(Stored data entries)
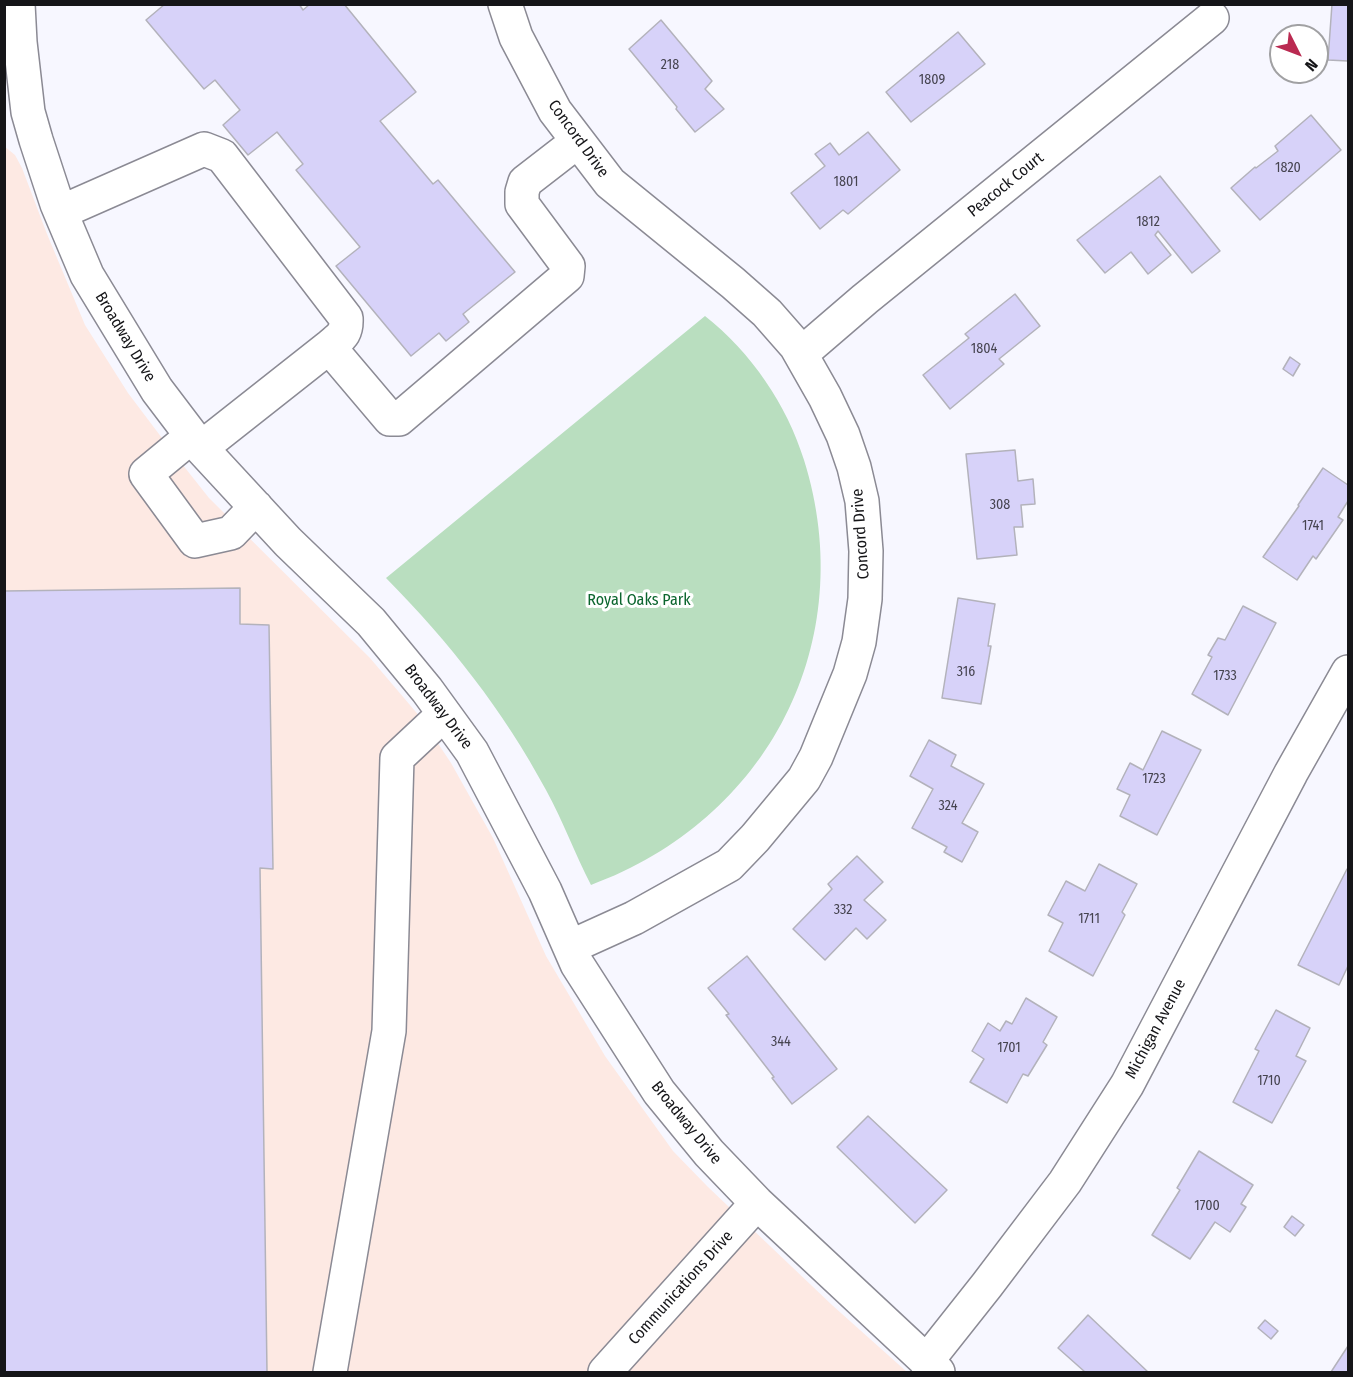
<!DOCTYPE html>
<style>
body{margin:0}
#map{position:relative;width:1353px;height:1377px;overflow:hidden;background:#f7f7ff;font-family:"Fira Sans Condensed",sans-serif}
canvas{display:block}
.frame{position:absolute;inset:0;border:6px solid #151518;pointer-events:none}
.north{position:absolute;left:1269px;top:24px;width:60px;height:60px;box-sizing:border-box;background:#fff;border:2px solid #a1a1a3;border-radius:50%;rotate:132deg;font-size:16px;font-weight:700;line-height:24px;text-align:center;color:#151518}
.north::after{content:'';display:block;margin:auto;width:21px;height:27px;background:#ba2a51;clip-path:polygon(50% 0,100% 100%,50% 72%,0 100%)}
</style>
<div id="map">
<canvas width="1353" height="1377"></canvas>
<div class="frame"></div>
<div class="north">N</div>
</div>
<script>
const context = document.querySelector('canvas').getContext('2d');
context.lineJoin = 'round';
function fillPath(path, color) {
  context.fillStyle = color;
  context.fill(path, 'evenodd');
}
function strokePath(path, color, width, dash) {
  context.strokeStyle = color;
  context.lineWidth = width;
  context.lineCap = dash ? 'butt' : 'round';
  context.setLineDash(dash || []);
  context.stroke(path);
}
function drawText(font, color, halo, rows, align = 'center') {
  context.font = font + ' "Fira Sans Condensed",sans-serif';
  context.lineWidth = 6;
  context.setLineDash([]);
  context.textBaseline = 'middle';
  context.strokeStyle = halo;
  context.fillStyle = color;
  for (const [text, x, y, turn = 0] of rows) {
    context.save();
    context.translate(x, y);
    context.rotate((+turn || 0) * Math.PI / 180);
    context.textAlign = isNaN(turn) ? turn : align;
    if (halo) context.strokeText(text, 0, 0);
    context.fillText(text, 0, 0);
    context.restore();
  }
}
const industrial = new Path2D(`
 M 4,146 L 15,155 L 22,168 L 47,234 L 85,325 L 128,393 L 171,450 L 209,498 L 370,658 L 421,718 L 451,763 L 493,838 L 546,956 L 605,1056 L 673,1151 L 708,1187 L 832,1305 L 907,1372 L 5,1372 Z`);
const green = new Path2D(`
 M 705,316 C 751,352 787,405 804,460 C 861,642 768,820 591,885 C 575,854 563,821 546,790 C 503,710 450,643 386,578 Z`);
const building = new Path2D(`
 M 165,4 L 299,4 L 303,10 L 310,4 L 344,4 L 416,92 L 380,121 L 433,184 L 438,180 L 515,272 L 463,314 L 469,322 L 446,341 L 439,333 L 411,356 L 336,266 L 360,247 L 296,170 L 303,164 L 277,132 L 248,155 L 223,125 L 240,110 L 215,80 L 204,89 L 146,20 Z
 M 1332,4 L 1348,4 L 1348,61 L 1328,60 Z
 M 661,20 L 712,81 L 705,89 L 724,109 L 695,132 L 676,109 L 677,107 L 629,49 Z
 M 958,32 L 985,64 L 911,122 L 886,92 Z
 M 1311,115 L 1341,150 L 1260,220 L 1231,188 L 1255,167 L 1256,168 L 1278,151 L 1275,146 Z
 M 868,132 L 900,170 L 848,214 L 843,210 L 820,229 L 791,193 L 825,166 L 815,154 L 830,143 L 839,155 Z
 M 1160,176 L 1220,251 L 1192,273 L 1158,231 L 1155,235 L 1171,255 L 1148,274 L 1131,252 L 1105,273 L 1077,240 Z
 M 1015,294 L 1040,326 L 999,359 L 1004,364 L 950,409 L 923,375 L 969,338 L 965,334 Z
 M 1290,357 L 1300,364 L 1293,376 L 1283,369 Z
 M 1015,450 L 1018,481 L 1033,479 L 1035,504 L 1021,505 L 1023,527 L 1014,527 L 1017,555 L 977,559 L 966,454 Z
 M 1323,468 L 1348,485 L 1348,501 L 1338,517 L 1343,520 L 1316,559 L 1313,556 L 1297,580 L 1263,557 L 1299,506 L 1298,505 Z
 M 240,588 L 240,624 L 269,625 L 273,869 L 260,868 L 267,1372 L 4,1372 L 4,591 Z
 M 958,598 L 995,604 L 988,646 L 991,646 L 981,704 L 942,698 Z
 M 1243,606 L 1276,623 L 1228,715 L 1192,694 L 1212,657 L 1208,655 L 1218,638 L 1225,640 Z
 M 1162,731 L 1201,750 L 1157,835 L 1120,816 L 1130,795 L 1117,789 L 1130,763 L 1143,770 Z
 M 929,740 L 956,755 L 951,766 L 984,784 L 962,823 L 978,832 L 962,862 L 944,852 L 947,847 L 912,828 L 933,789 L 910,776 Z
 M 857,856 L 883,882 L 864,900 L 886,920 L 867,939 L 856,928 L 825,960 L 793,929 L 832,889 L 828,884 Z
 M 1099,864 L 1137,884 L 1122,912 L 1125,915 L 1093,976 L 1049,951 L 1063,923 L 1048,915 L 1066,881 L 1085,891 Z
 M 1347,869 L 1348,870 L 1348,966 L 1339,985 L 1298,965 Z
 M 747,956 L 837,1069 L 792,1104 L 772,1078 L 774,1077 L 726,1015 L 729,1014 L 708,988 Z
 M 1026,998 L 1057,1017 L 1043,1042 L 1047,1045 L 1028,1076 L 1023,1074 L 1007,1103 L 970,1082 L 984,1059 L 972,1051 L 988,1023 L 1000,1031 L 1006,1021 L 1012,1024 Z
 M 1276,1010 L 1310,1028 L 1296,1056 L 1306,1061 L 1272,1123 L 1233,1102 L 1259,1051 L 1255,1049 Z
 M 868,1116 L 947,1190 L 915,1223 L 837,1147 Z
 M 1199,1151 L 1253,1185 L 1241,1204 L 1246,1207 L 1230,1232 L 1215,1222 L 1190,1259 L 1152,1235 L 1180,1190 L 1177,1188 Z
 M 1292,1216 L 1304,1225 L 1295,1236 L 1284,1227 Z
 M 1088,1315 L 1148,1372 L 1085,1372 L 1058,1348 Z
 M 1265,1320 L 1278,1331 L 1271,1339 L 1258,1328 Z
 M 1348,1346 L 1348,1372 L 1331,1372 Z`);
const minor = new Path2D(`
 M 18,4 L 20,42 L 28,112 L 36,140 L 57,204 L 87,275 L 157,390 L 201,448 L 288,542 L 371,622 L 427,690 L 472,752 L 545,891 L 577,964 L 659,1092 L 709,1153 L 757,1203 L 938,1372
 M 505,4 L 516,37 L 555,111 L 610,183 L 733,283 L 767,313 L 796,346 L 825,397 L 843,435 L 854,467 L 862,501 L 866,551 L 865,599 L 859,642 L 850,674 L 816,757 L 804,779 L 755,838 L 729,865 L 634,918 L 570,947
 M 61,212 L 204,149 L 222,156 L 346,318 C 347,335 340,337 329,347
 M 801,354 L 865,299 L 1212,18
 M 192,436 L 146,474 L 195,541 L 231,533 L 256,507
 M 201,448 L 329,347 L 390,419 L 399,419 L 567,276 L 568,266 L 522,204 L 522,192 L 525,182 L 578,141
 M 926,1362 L 987,1285 L 1065,1182 L 1127,1085 L 1291,773 L 1348,672
 M 330,1372 L 389,1031 L 397,758 L 444,714
 M 605,1372 L 757,1203`);
const numberNames = [
 ["218",670,65],
 ["1809",932,80],
 ["1820",1288,168],
 ["1801",846,182],
 ["1812",1148,222],
 ["1804",984,349],
 ["308",1000,505],
 ["1741",1313,526],
 ["316",966,672],
 ["1733",1225,676],
 ["1723",1154,779],
 ["324",948,806],
 ["332",843,910],
 ["1711",1089,919],
 ["344",781,1042],
 ["1701",1009,1048],
 ["1710",1269,1081],
 ["1700",1207,1206]
];
const streetNames = [
 ["Concord Drive",578,139,54],
 ["Peacock Court",1006,185,-39],
 ["Broadway Drive",125,337,59],
 ["Concord Drive",861,534,-94],
 ["Broadway Drive",438,707,53],
 ["Michigan Avenue",1156,1029,-62],
 ["Broadway Drive",686,1123,51],
 ["Communications Drive",681,1288,-48]
];
const parkNames = [
 ["Royal Oaks Park",639,601]
];
fillPath(industrial, '#fde9e3');
fillPath(green, '#b9debf');
fillPath(building, '#d7d2f9');
strokePath(building, '#b3b2bb', 1.5);
strokePath(minor, '#8b8a94', 36);
strokePath(minor, '#fff', 33);
drawText('14px', '#464450', null, numberNames);
drawText('16px', '#151518', '#fff', streetNames);
drawText('16px', '#0b652e', '#fff', parkNames);
</script>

### THE TASK
Lines from the one containing "M 330,1372 L 389,1031 L 397,758 L 444,714" through the end of the data above must be written out exactly, and no other lines are needed.

### OUTPUT FOR THIS TASK
 M 330,1372 L 389,1031 L 397,758 L 444,714
 M 605,1372 L 757,1203`);
const numberNames = [
 ["218",670,65],
 ["1809",932,80],
 ["1820",1288,168],
 ["1801",846,182],
 ["1812",1148,222],
 ["1804",984,349],
 ["308",1000,505],
 ["1741",1313,526],
 ["316",966,672],
 ["1733",1225,676],
 ["1723",1154,779],
 ["324",948,806],
 ["332",843,910],
 ["1711",1089,919],
 ["344",781,1042],
 ["1701",1009,1048],
 ["1710",1269,1081],
 ["1700",1207,1206]
];
const streetNames = [
 ["Concord Drive",578,139,54],
 ["Peacock Court",1006,185,-39],
 ["Broadway Drive",125,337,59],
 ["Concord Drive",861,534,-94],
 ["Broadway Drive",438,707,53],
 ["Michigan Avenue",1156,1029,-62],
 ["Broadway Drive",686,1123,51],
 ["Communications Drive",681,1288,-48]
];
const parkNames = [
 ["Royal Oaks Park",639,601]
];
fillPath(industrial, '#fde9e3');
fillPath(green, '#b9debf');
fillPath(building, '#d7d2f9');
strokePath(building, '#b3b2bb', 1.5);
strokePath(minor, '#8b8a94', 36);
strokePath(minor, '#fff', 33);
drawText('14px', '#464450', null, numberNames);
drawText('16px', '#151518', '#fff', streetNames);
drawText('16px', '#0b652e', '#fff', parkNames);
</script>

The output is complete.